The pandemic-era context still matters. Hinge’s previous research found that Gen Z singles were 47 percent more likely than millennials to say the lockdowns made them nervous to talk to new people and 25 percent more likely to feel less confident on first dates. Beyond the world of apps, though, researchers and clinicians are finding young adults who report higher rates of social anxiety and loneliness than any generation that came before them, suggesting that a “communication gap” is not just a byproduct of platform dynamics but also an outgrowth from years of mediated interaction.

AI Becomes a Conversation Crutch for Many Gen Z Daters
Into that void steps AI. Of Gen Z men who use AI for dating, 58 percent say they use it to start conversations and 50 percent say they use it to craft their responses. Among Gen Z women who use AI, 40 percent rely on it to initiate a chat and 57 percent to write responses. But not everyone shares the same level of excitement: Only 34 percent of Hinge daters in general are comfortable or indifferent when it comes to AI-written messages.
The benefits are clear 😌️🙂️ Less pressure, less awkward silences. But the trade-offs are real. AI can easily soothe jitters at the expense of one’s voice sounding the same, and if chat doesn’t sound like a person in real life, then trust is broken. It might also homogenize courtship, creating well-worn but interchangeable banter. As Hinge relationship scientist Logan Ury says, real connection involves being able to cope with vulnerability and imperfection — things that templated messages often buff away.

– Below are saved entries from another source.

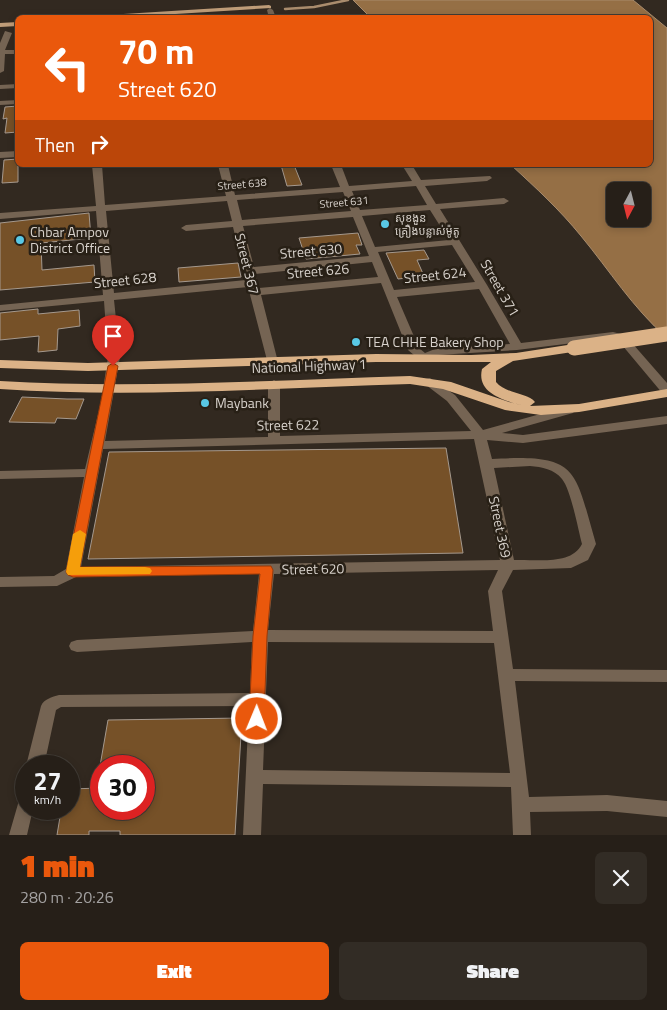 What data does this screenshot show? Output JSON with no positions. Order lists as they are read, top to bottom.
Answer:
{
  "streets": {
    "highway": ["National Highway 1"],
    "street": [
      "Street 638",
      "Street 631",
      "Street 630",
      "Street 367",
      "Street 626",
      "Street 624",
      "Street 628",
      "Street 371",
      "Street 622",
      "Street 369",
      "Street 620"
    ]
  },
  "crossings": [
    ["Street 638", "Street 367"],
    ["Street 638", "Street 371"],
    ["Street 631", "Street 367"],
    ["Street 631", "Street 371"],
    ["Street 630", "Street 367"],
    ["Street 630", "Street 371"],
    ["Street 367", "Street 626"],
    ["Street 367", "Street 628"],
    ["Street 367", "National Highway 1"],
    ["Street 626", "Street 628"],
    ["Street 624", "Street 371"],
    ["Street 371", "National Highway 1"],
    ["Street 622", "Street 369"],
    ["Street 369", "Street 620"]
  ],
  "places": [
    "សុខងួន គ្រឿងបន្លាស់ម៉ូតូ",
    "Chbar Ampov District Office",
    "TEA CHHE Bakery Shop",
    "Maybank"
  ],
  "north": "bottom",
  "page": {
    "turn": ["70 m", "Street 620"],
    "then": "Then",
    "speed": "27 km/h",
    "limit": "30",
    "heading": ["1 min", "280 m · 20:26"],
    "buttons": ["Exit", "Share"]
  }
}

Importantly, the same report demonstrates momentum toward genuine intimacy: 84 percent of Gen Z Hinge daters are looking for new ways to form deeper connections. The tension, then, isn’t one of intent but tools and habits. AI is an easy on-ramp to the conversation; it’s not a substitute for showing up as yourself.
What Daters and Platforms Can Do Right Now to Help
Practical moves help.
- Replace generic openers with one specific question tied to a profile detail. For example: “Tell me about that last photo — what’s the story?” and “What did that playlist get you through?” to invite depth without intensity.
- Use voice notes to bring warmth and clarity that text often does not.
- If you are using AI, be transparent about it and pivot rapidly to your own words.
For platforms, the findings make a case for whatever design will normalize depth early: prompts rife with context, gentle nudges to share values, features where it’s easy to set intentions and boundaries. Behavioral studies have found that well-timed defaults can change norms; the aim is to make it easier for people to start an actual conversation while protecting users’ privacy and safety.
This picture is not a flimsy one, as it’s matched by Hinge’s global sample of some 30,000 users: Gen Z is not intimacy-averse; they are hesitation-rich. But as AI continues to subtly rewrite the opening act of modern love, we may find ourselves less incentivized to exploit or resist our urges toward genuine connection, and more open to the power of a good conversation. And that’s likely just the beginning — for daters and for developers.